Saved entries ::

-- Opening Marker --

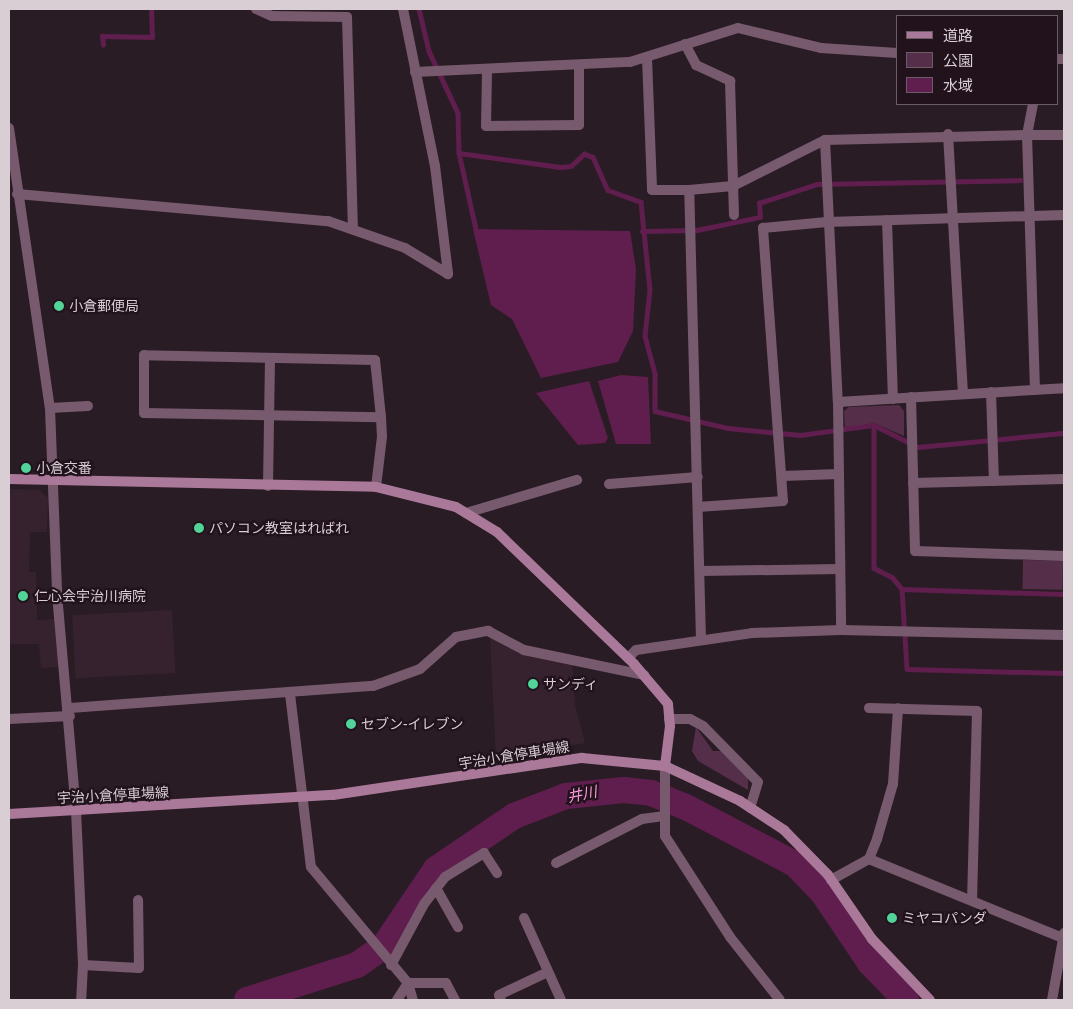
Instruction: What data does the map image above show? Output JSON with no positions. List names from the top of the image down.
{
  "streets": {
    "main road": ["宇治小倉停車場線"]
  },
  "water": ["井川"],
  "places": [
    "小倉郵便局",
    "小倉交番",
    "パソコン教室はればれ",
    "仁心会宇治川病院",
    "サンディ",
    "セブン-イレブン",
    "ミヤコパンダ"
  ],
  "legend": ["道路", "公園", "水域"]
}
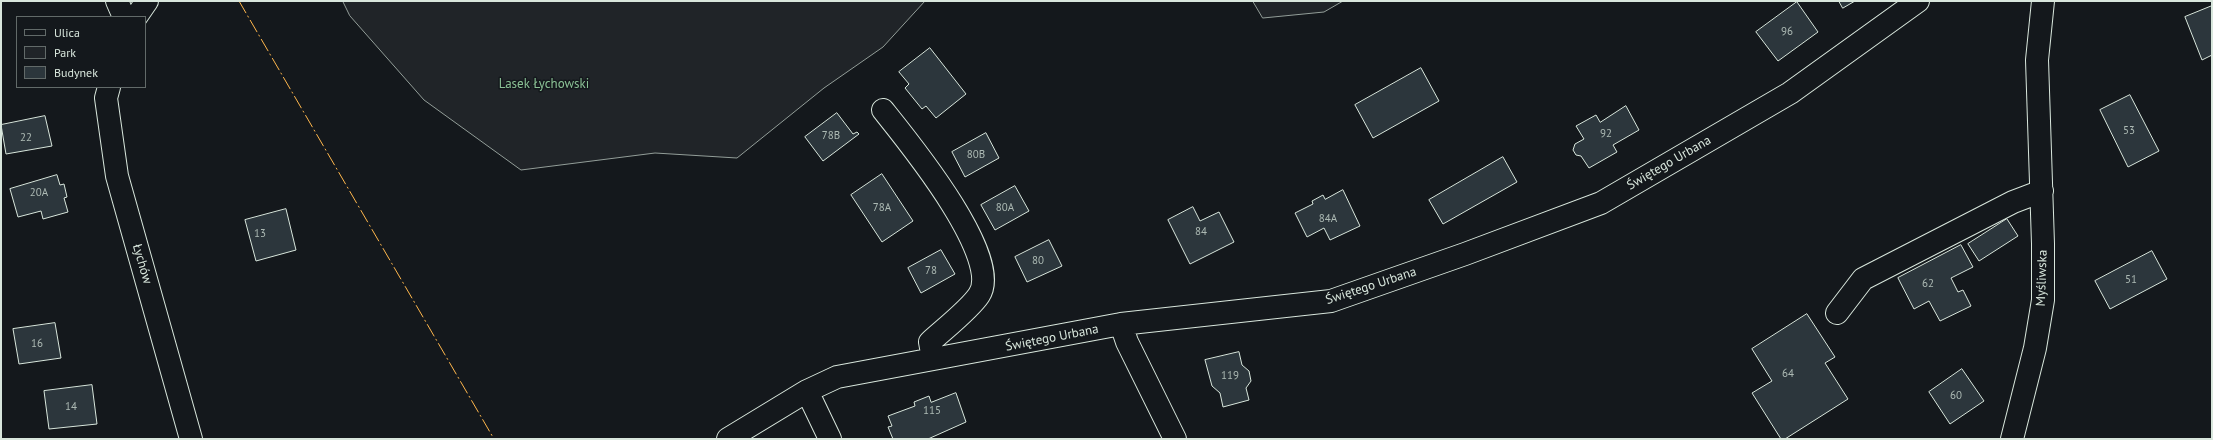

-- Closing Marker --

Exercise description ::
Set down all entries above again, exactly, without images.

Exercise solution ::
Instruction: What data does the map image above show? Output JSON with no positions. List names from the top of the image down.
{
  "streets": {
    "main road": ["宇治小倉停車場線"]
  },
  "water": ["井川"],
  "places": [
    "小倉郵便局",
    "小倉交番",
    "パソコン教室はればれ",
    "仁心会宇治川病院",
    "サンディ",
    "セブン-イレブン",
    "ミヤコパンダ"
  ],
  "legend": ["道路", "公園", "水域"]
}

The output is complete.